Gerson gab ihm das Stichwort. Er hörte es wie inmitten eines starken Getümmels, bewegte den Kopf wackelnd hin und her, starrte in ein großes Dunkel und hatte das Gefühl, als müßte er die ersten Worte förmlich aus der Kehle herausziehen, so trocken und zusammengeschnürt war diese.

Da auf einmal sah er den großen Mimen aus dem Dunkel des Raumes hervortreten – – – er starrte einen Augenblick ganz erschreckt in dessen Antlitz, preßte den Arm gegen seine Brust, und mit einer furchtbaren Anstrengung hob er die Stimme. Er glaubte, daß die ersten Worte wie heiseres Schreien herauskommen würden – aber nein, der Ton seiner Stimme klang klar, weich und wohllautend, so daß er selbst geradezu von dessen Schönheit betroffen wurde. Wie ein Blitz traf ihn diese Erkenntnis und durchdrang sein ganzes Wesen mit einem jubelnden Siegesbewußtsein.

Da fiel sein Blick auf das Gesicht des Künstlers. Dieser hatte sich erhoben und war, während William deklamierte, immer näher herangekommen. William sah unter seinem Vortrage beständig das zufriedene Lächeln auf den Lippen des Schauspielers, und wie dieser immer näher und immer näher herankam, gleichsam, als ob er ihn mit seiner Stimme leitete – – – Er hörte seine eigenen Worte weit, weit fort, wie einen fernen, sein Ohr berauschenden Wohlklang dahinsterben ... und plötzlich war es ihm, als spräche er verwirrtes Zeug, und er sah alles unklar – wie durch einen Nebel.

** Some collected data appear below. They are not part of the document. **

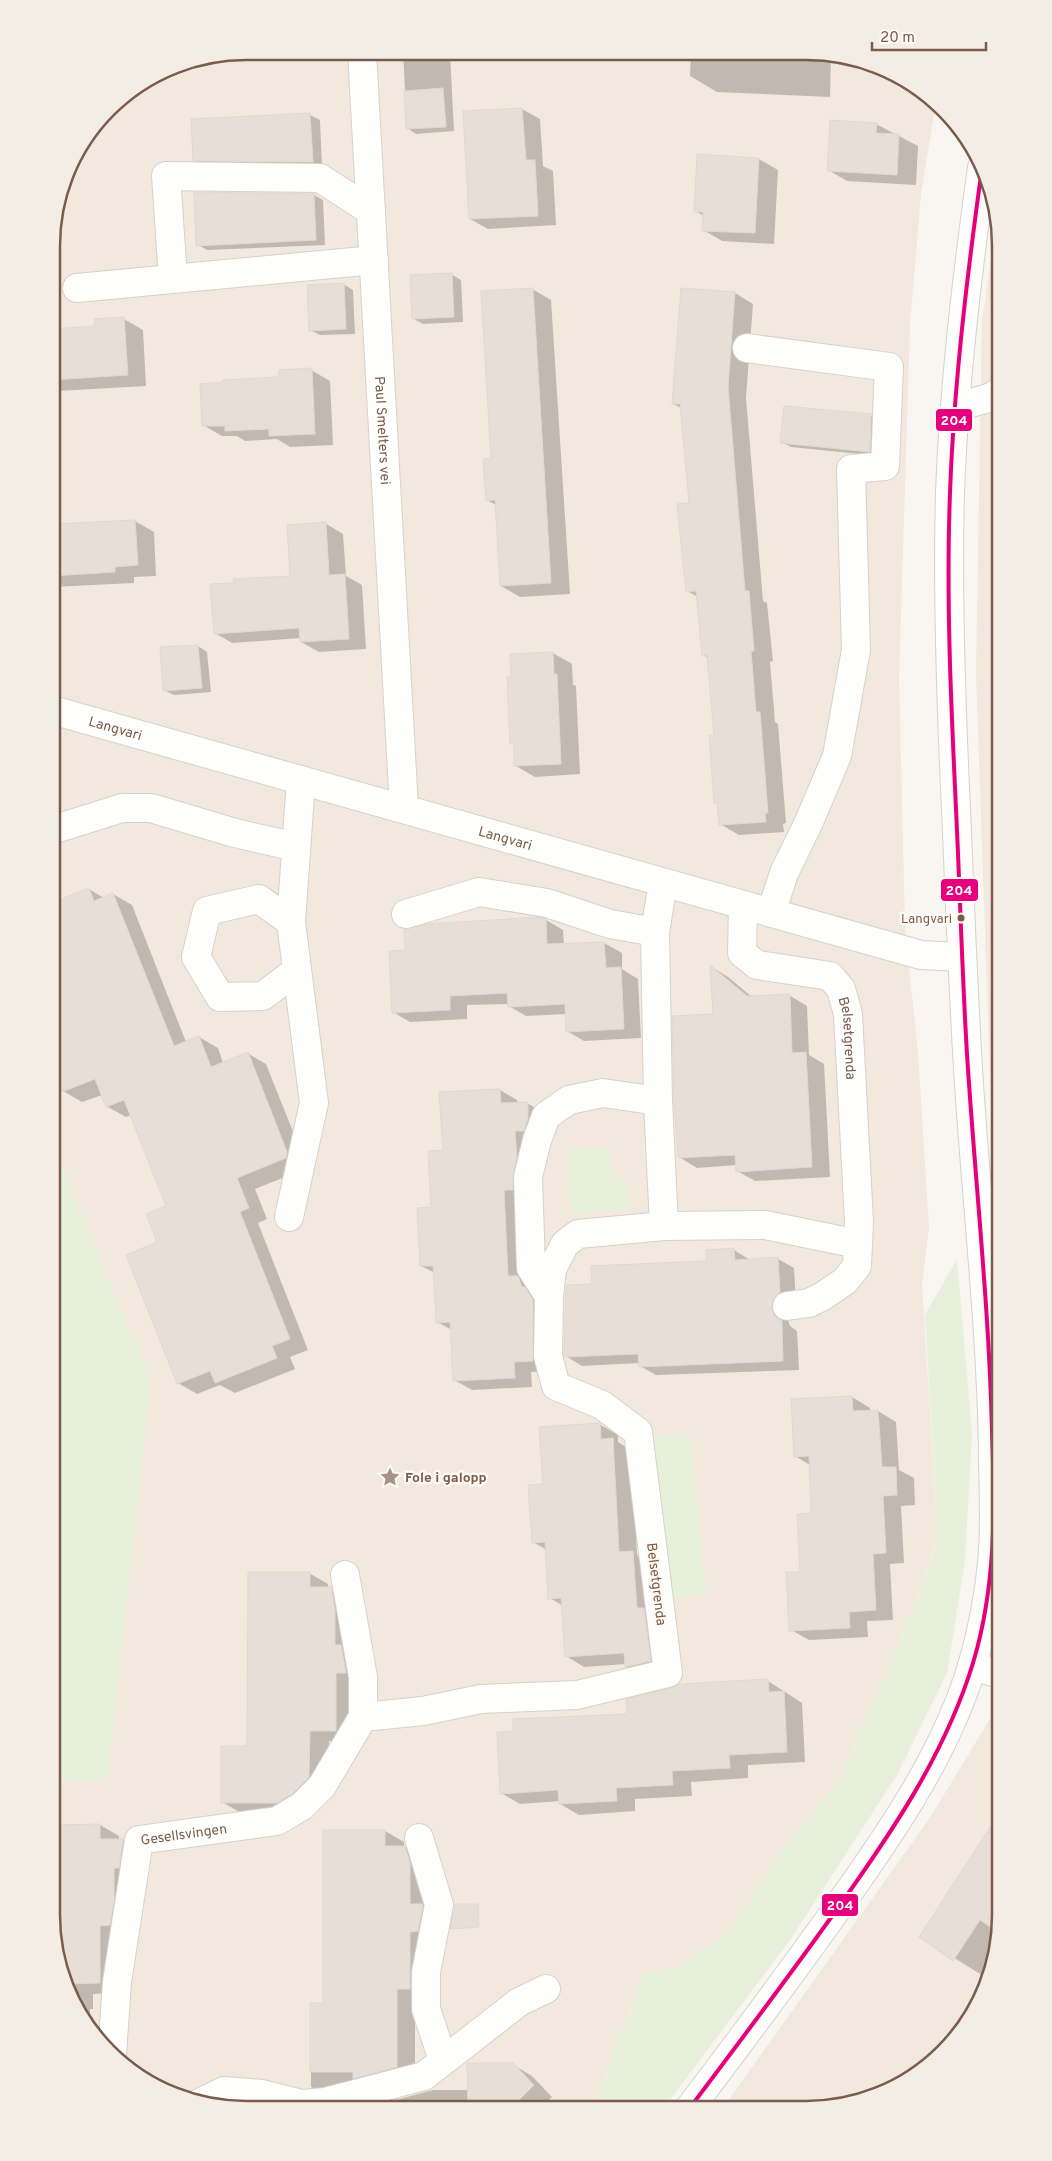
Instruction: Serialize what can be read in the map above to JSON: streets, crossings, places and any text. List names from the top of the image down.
{
  "streets": {
    "street": [
      "Paul Smelters vei",
      "Langvari",
      "Belsetgrenda",
      "Gesellsvingen"
    ]
  },
  "crossings": [
    ["Paul Smelters vei", "Langvari"],
    ["Langvari", "Belsetgrenda"],
    ["Belsetgrenda", "Gesellsvingen"]
  ],
  "places": {
    "other": ["Langvari"],
    "place": ["Fole i galopp"]
  },
  "lines": ["transit line 204"],
  "scale_bar": "20 m"
}
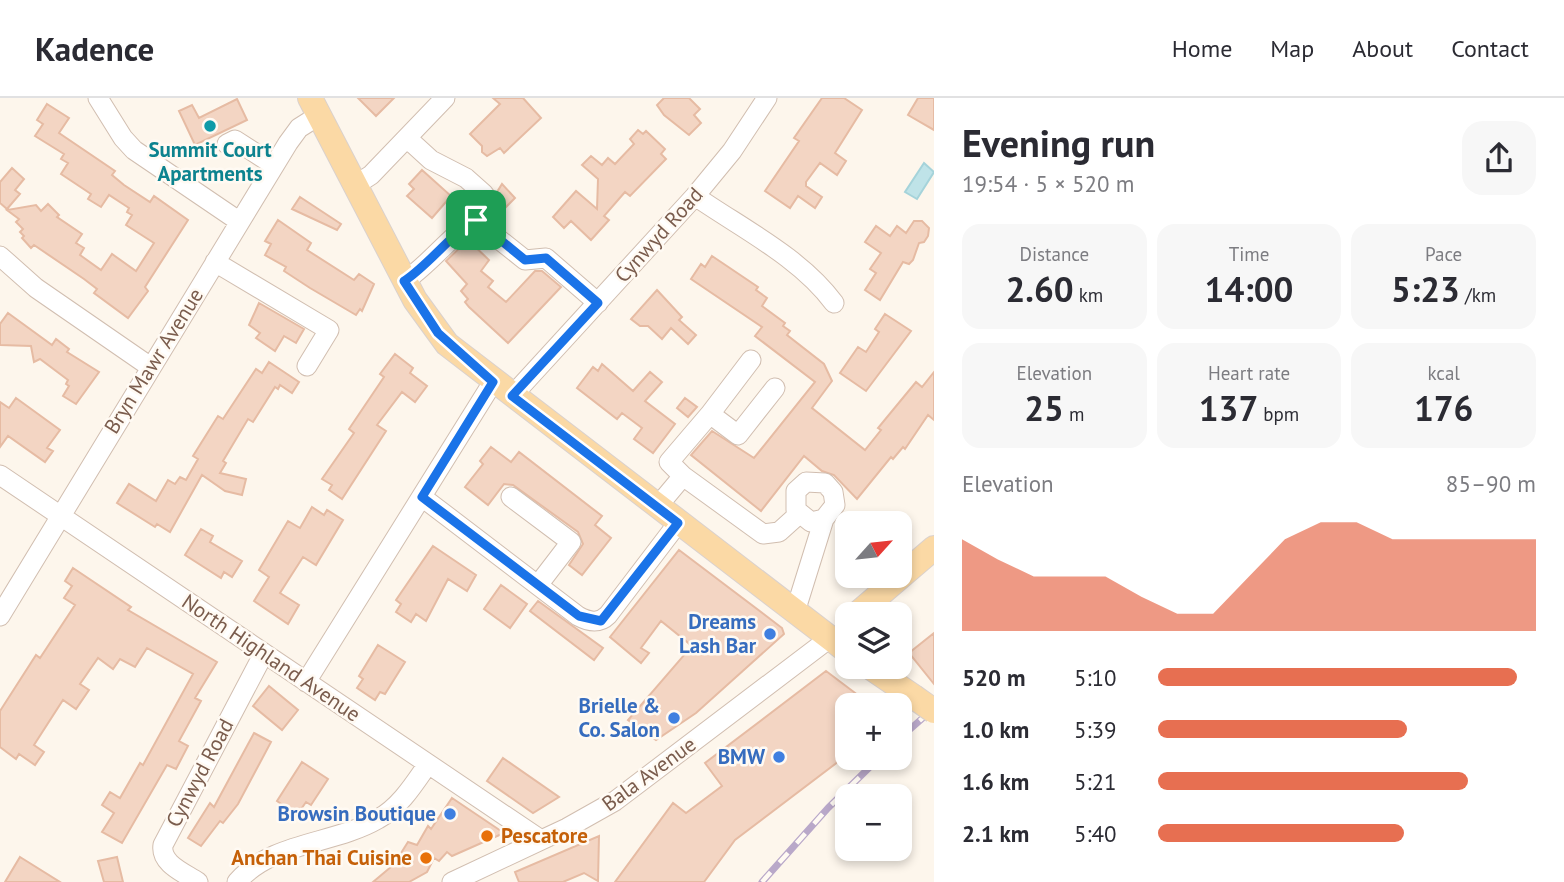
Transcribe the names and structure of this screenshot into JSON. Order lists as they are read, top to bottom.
{
  "streets": {
    "street": [
      "Cynwyd Road",
      "Bryn Mawr Avenue",
      "North Highland Avenue",
      "Bala Avenue"
    ]
  },
  "crossings": [
    ["Cynwyd Road", "North Highland Avenue"],
    ["Bryn Mawr Avenue", "North Highland Avenue"],
    ["North Highland Avenue", "Bala Avenue"]
  ],
  "places": [
    "Summit Court Apartments",
    "Dreams Lash Bar",
    "Brielle & Co. Salon",
    "BMW",
    "Browsin Boutique",
    "Pescatore",
    "Anchan Thai Cuisine"
  ],
  "north": "top right",
  "page": {
    "header": "Kadence",
    "nav": [
      "Home",
      "Map",
      "About",
      "Contact"
    ],
    "heading": ["Evening run", "19:54 · 5 × 520 m"],
    "stats": [
      ["Distance", "2.60 km"],
      ["Time", "14:00"],
      ["Pace", "5:23 /km"],
      ["Elevation", "25 m"],
      ["Heart rate", "137 bpm"],
      ["kcal", "176"]
    ],
    "chart": ["Elevation", "85–90 m"],
    "map_buttons": ["+", "−"],
    "list": [
      {
        "name": "520 m",
        "note": "5:10"
      },
      {
        "name": "1.0 km",
        "note": "5:39"
      },
      {
        "name": "1.6 km",
        "note": "5:21"
      },
      {
        "name": "2.1 km",
        "note": "5:40"
      }
    ]
  }
}
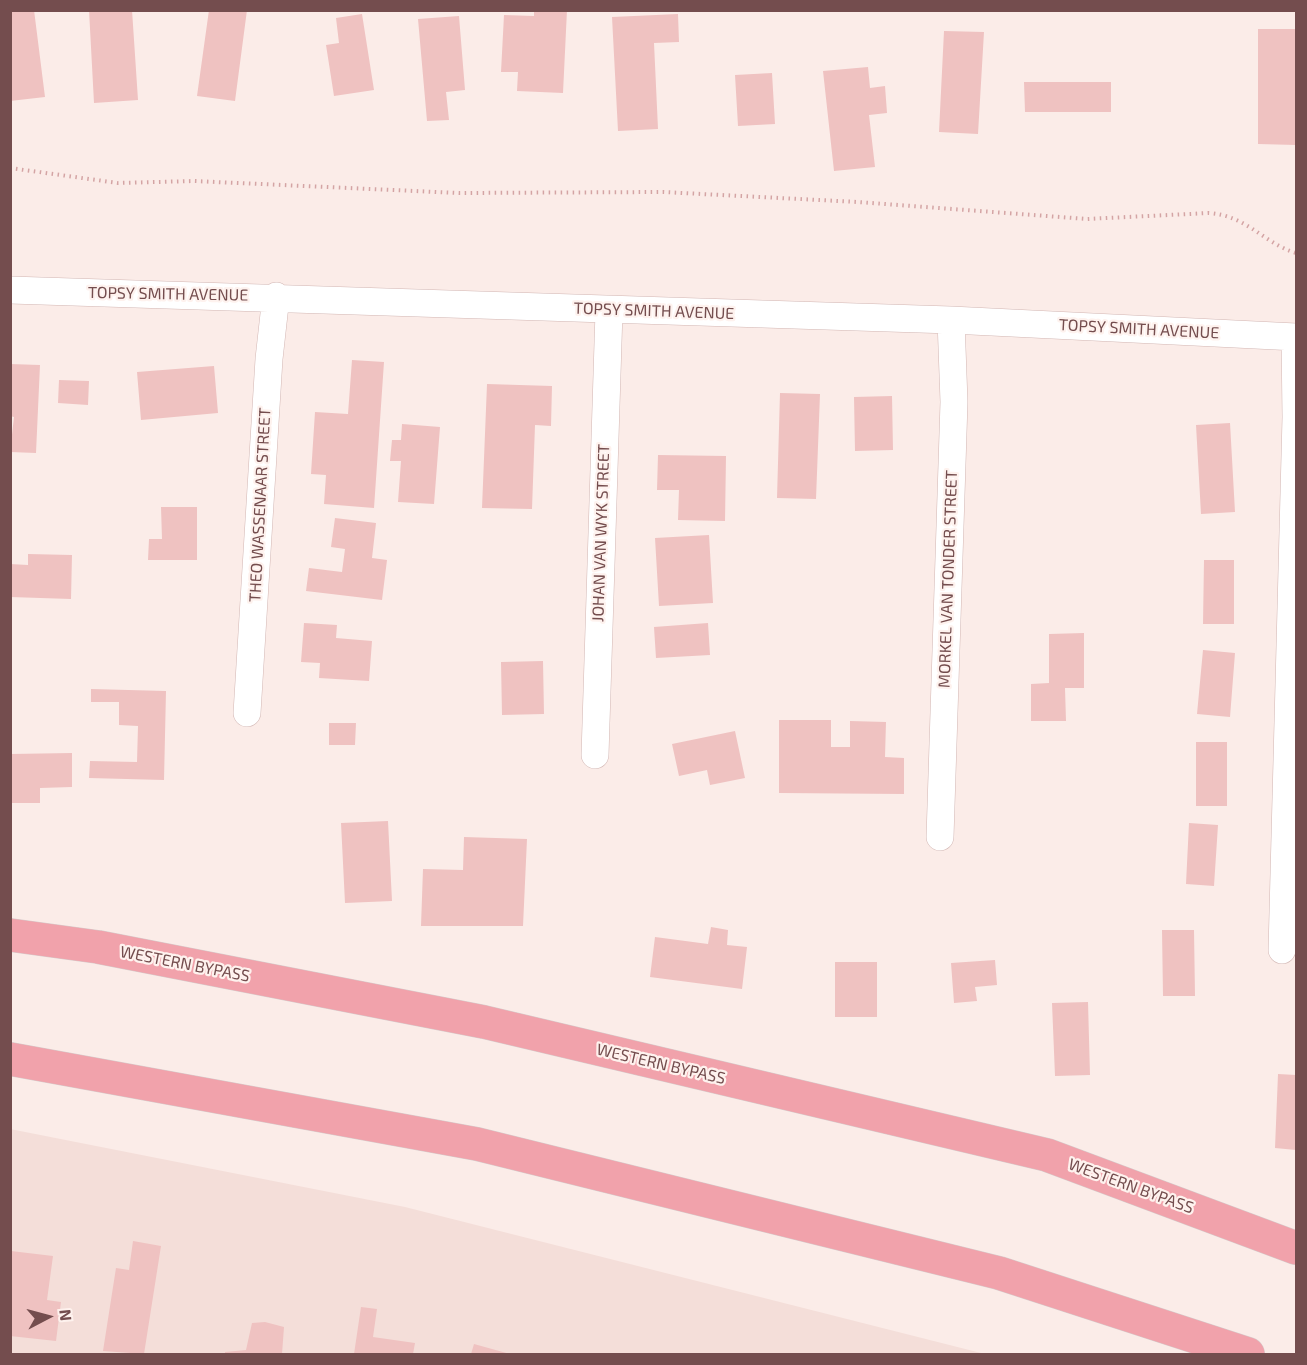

Aber den Klang seiner Stimme hörte er ...

Und der Künstler kam näher und näher. Er lachte und sah vergnügt aus, und zuletzt schien es William, als ob der ganze Raum nur ein Gesicht war ... und das war der Fremde, welcher lachte, lachte ...

Dann stand er wieder hinter den Kulissen. Und die Kameraden summten um ihn herum; aber er hörte nicht, was sie sagten. Er preßte beide Hände gegen die Brust und kämpfte mit einer starken Atemnot, die ihn zu ersticken drohte ...

Er wußte nur eins – aber das war genug – daß er nun ein Ziel hatte ... daß er gesiegt ...

So stieß er die Plaudernden zur Seite, brach sich Bahn und stürzte hinaus. Er sah weder, noch dachte er; er wollte nur hinaus ins Freie, um seinem Jubel Luft zu machen. Hier war es zu eng geworden.

Er lief durch den Vorsaal und gerade dem Künstler in die Arme.

»Sie haben es aber verdammt eilig!« sagte dieser. »Bleiben Sie noch einen Augenblick.«

William stammelte ein paar unverständliche Worte. Der andre führte ihn am Arm zum Fenster hin, stellte ihn gegen das Licht und betrachtete ihn aufmerksam.

»Gut!« sagte er dann und ließ ihn los.

William blieb verdutzt stehen.

»Sie werden doch gewiß Schauspieler werden?« –

Wie ein Besessener rannte William unten am See hin und her. Er trällerte, jubelte und sang. Er rief laut in den Sturm hinaus, der seine Worte hinwegfegte; er deklamierte und schrie. Sein Glück drängte nach Ausdruck, es waren unzusammenhängende, leidenschaftliche Ausrufe, unartikulierte Laute – aber schreien mußte er!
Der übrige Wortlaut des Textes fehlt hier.